Vai ver é isso… Passividade, covardia, ou um certo “autos”. Por outro lado, pode ser também que, a essa altura, eu já tenha decidido o suficiente nesse CPF. Quis fazer filmes, escrever, casar, ter filho, separar, casar de novo, ter filho de novo, separar de novo, ter amigos de verdade, cães, gatos, passaportes carimbados. Deixei pra trás duas casas, três ou quatro certezas, quase todos os meus ídolos, idéias vencidas, falas e roupas que não cabem mais nas fotos, e uma única linha cruzada.
Amei meus pais, odiei meus pais, amei de novo, e já perdi muito tempo estudando cardápios e palavras tortas. De modo que, hoje, com mais da metade da estrada pra trás — se tudo der certo — e um ingresso que espero ser de mais ou menos oitenta verões, o projeto é de zen-budismo absoluto, ou, em bom carioquês, de aceitação radical da realidade. Mar calmo? Tô dentro. Com onda? Idem. O manual é ir, com ou sem medo.

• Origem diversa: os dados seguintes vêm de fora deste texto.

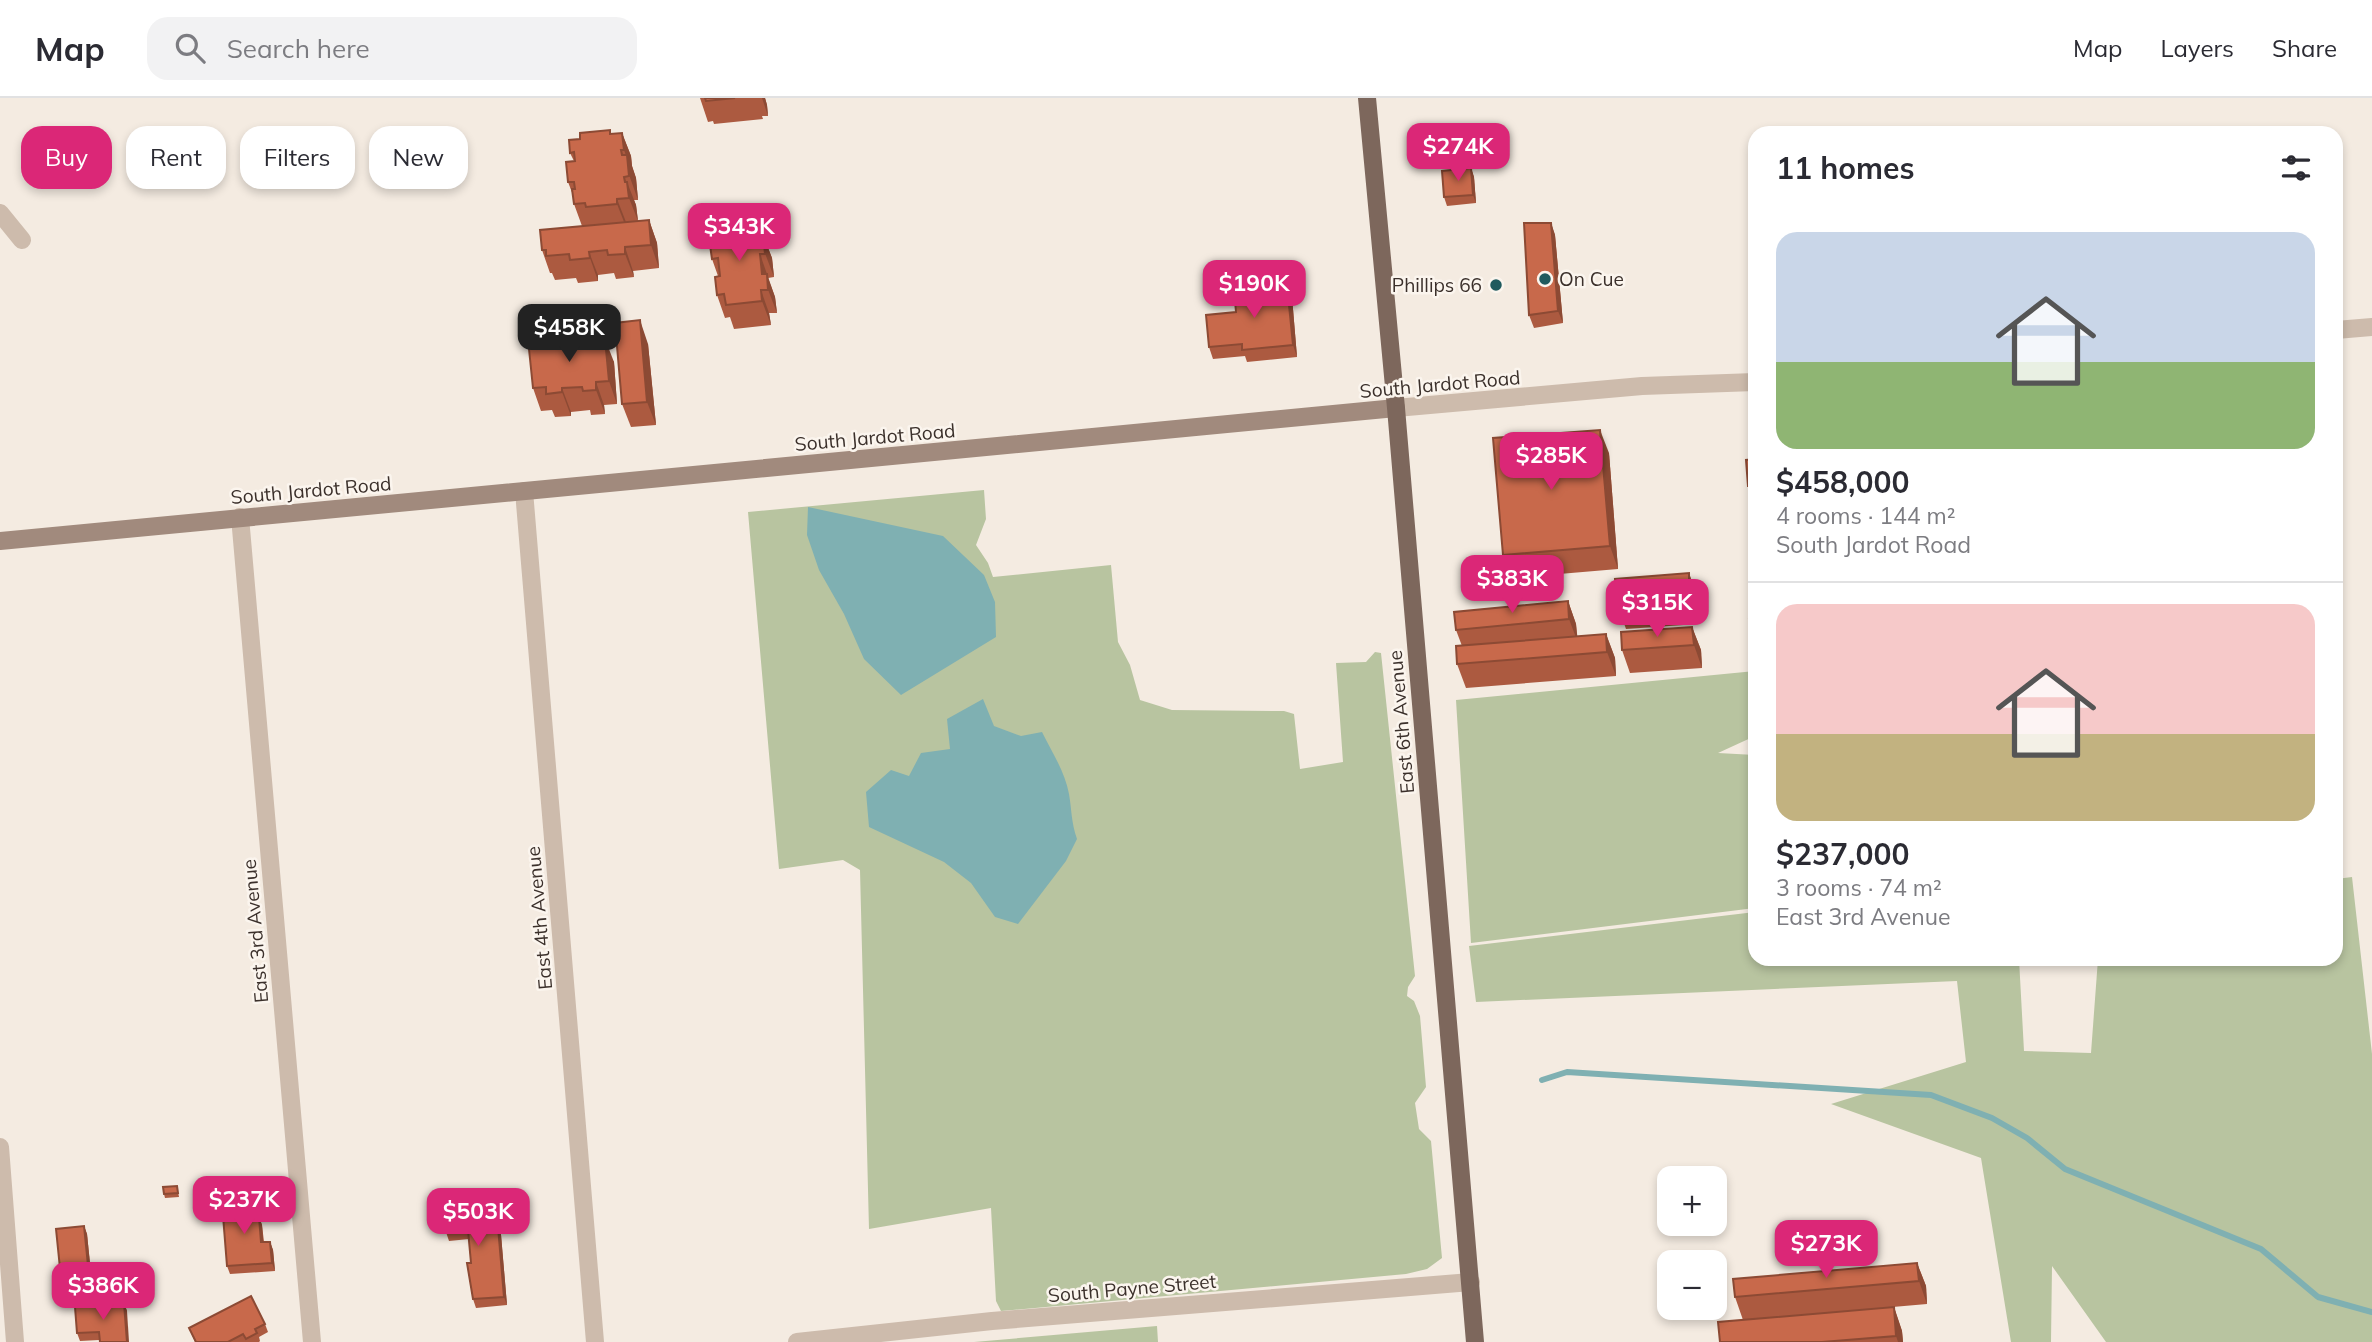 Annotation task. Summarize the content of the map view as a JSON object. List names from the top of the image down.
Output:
{
  "streets": {
    "main road": ["South Jardot Road", "East 6th Avenue"],
    "street": ["East 4th Avenue", "East 3rd Avenue", "South Payne Street"]
  },
  "crossings": [
    ["South Jardot Road", "East 6th Avenue"],
    ["South Jardot Road", "East 4th Avenue"],
    ["South Jardot Road", "East 3rd Avenue"],
    ["East 6th Avenue", "South Payne Street"]
  ],
  "places": ["On Cue", "Phillips 66"],
  "page": {
    "header": "Map",
    "search": "Search here",
    "nav": ["Map", "Layers", "Share"],
    "price": [
      "$274K",
      "$343K",
      "$190K",
      "$458K",
      "$285K",
      "$383K",
      "$315K",
      "$237K",
      "$503K",
      "$273K",
      "$386K"
    ],
    "chip": [
      "Buy",
      "Rent",
      "Filters",
      "New"
    ],
    "heading": "11 homes",
    "list": [
      {
        "name": "$458,000",
        "note": "4 rooms · 144 m² · South Jardot Road"
      },
      {
        "name": "$237,000",
        "note": "3 rooms · 74 m² · East 3rd Avenue"
      }
    ],
    "map_buttons": ["+", "−"]
  }
} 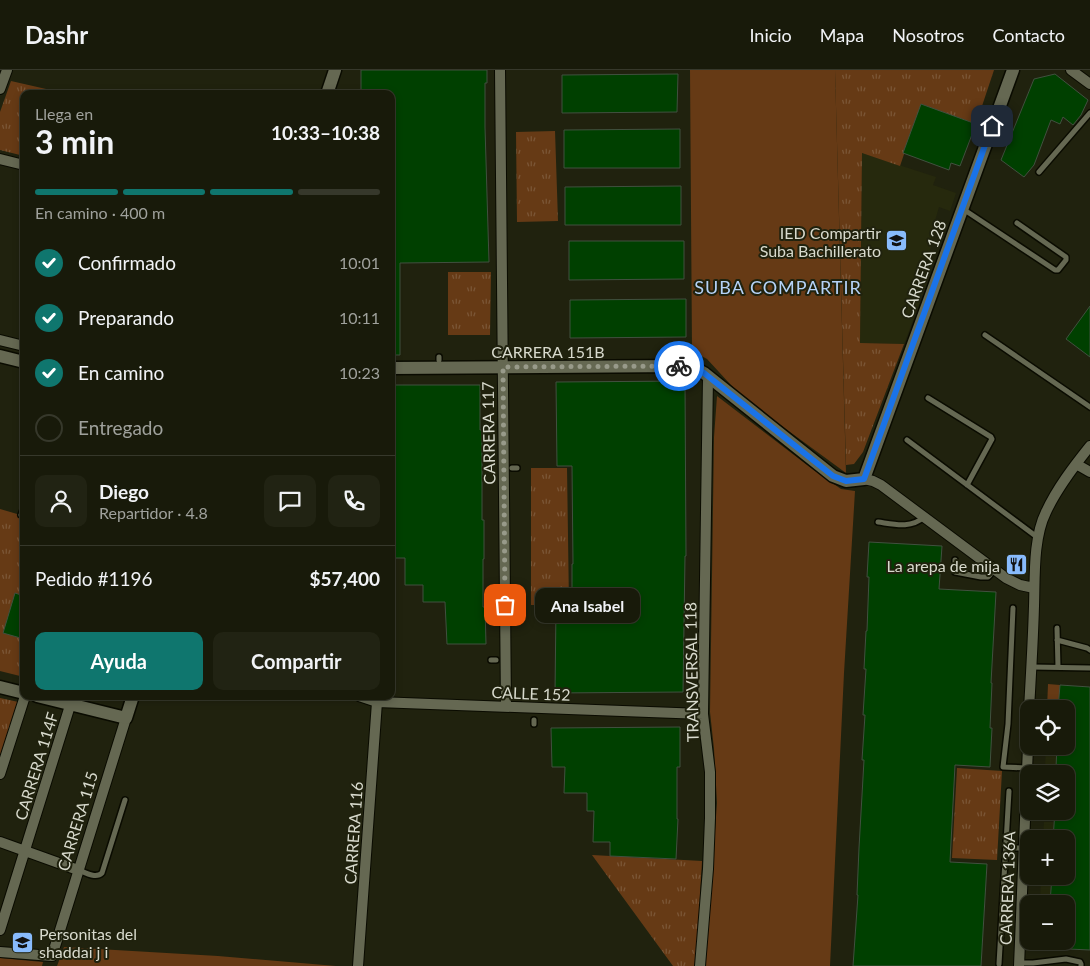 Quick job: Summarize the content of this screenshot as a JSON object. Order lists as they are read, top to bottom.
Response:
{
  "streets": {
    "street": [
      "CARRERA 128",
      "CARRERA 151B",
      "CARRERA 117",
      "TRANSVERSAL 118",
      "CALLE 152",
      "CARRERA 114F",
      "CARRERA 115",
      "CARRERA 116",
      "CARRERA 136A"
    ]
  },
  "crossings": [
    ["CARRERA 151B", "CARRERA 117"],
    ["CARRERA 151B", "TRANSVERSAL 118"],
    ["CARRERA 117", "CALLE 152"],
    ["TRANSVERSAL 118", "CALLE 152"]
  ],
  "districts": ["SUBA COMPARTIR"],
  "places": {
    "school or university": ["IED Compartir Suba Bachillerato", "Personitas del shaddai j i"],
    "restaurant": ["La arepa de mija"],
    "other": ["Ana Isabel"]
  },
  "page": {
    "header": "Dashr",
    "nav": [
      "Inicio",
      "Mapa",
      "Nosotros",
      "Contacto"
    ],
    "heading": ["3 min", "Llega en", "10:33–10:38"],
    "panel": [
      "Diego",
      "Repartidor · 4.8",
      "Pedido #1196",
      "$57,400"
    ],
    "bar": "En camino · 400 m",
    "list": [
      ["Confirmado", "10:01"],
      ["Preparando", "10:11"],
      ["En camino", "10:23"],
      "Entregado"
    ],
    "bubble": "Ana Isabel",
    "buttons": ["Ayuda", "Compartir"],
    "map_buttons": ["+", "−"]
  }
}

“Uma das melhores coisas de pertencer a uma cidade e gostar do seu elenco é não abrir mão nem dos nossos defeitos”
Da mesma forma, faço o que posso, vou até onde dá, e sei que, assim como eu, não há um único filho de Deus nessa terra vermelha que não esteja em uma batalha violenta para ir em frente. Existirmos, a que será que se destina?
Tenho um palpite. Amar e odiar, amar e perdoar, amar e amar, até, finalmente, amar sem pensar. Em um edição em que falamos de personagens queridos da cidade, e deixando toda a minha raiva exclusivamente pro jogo da discórdia do BBB (socorro, nunca vi nada tão terrível e maravilhoso), escrevo aqui minha pequena lista de conterrâneos do tipo viga. Gente que me trouxe aqui, e sem as quais não teria atravessado tantas avenidas sem passarelas, e na dúvida se ia dar certo ou não.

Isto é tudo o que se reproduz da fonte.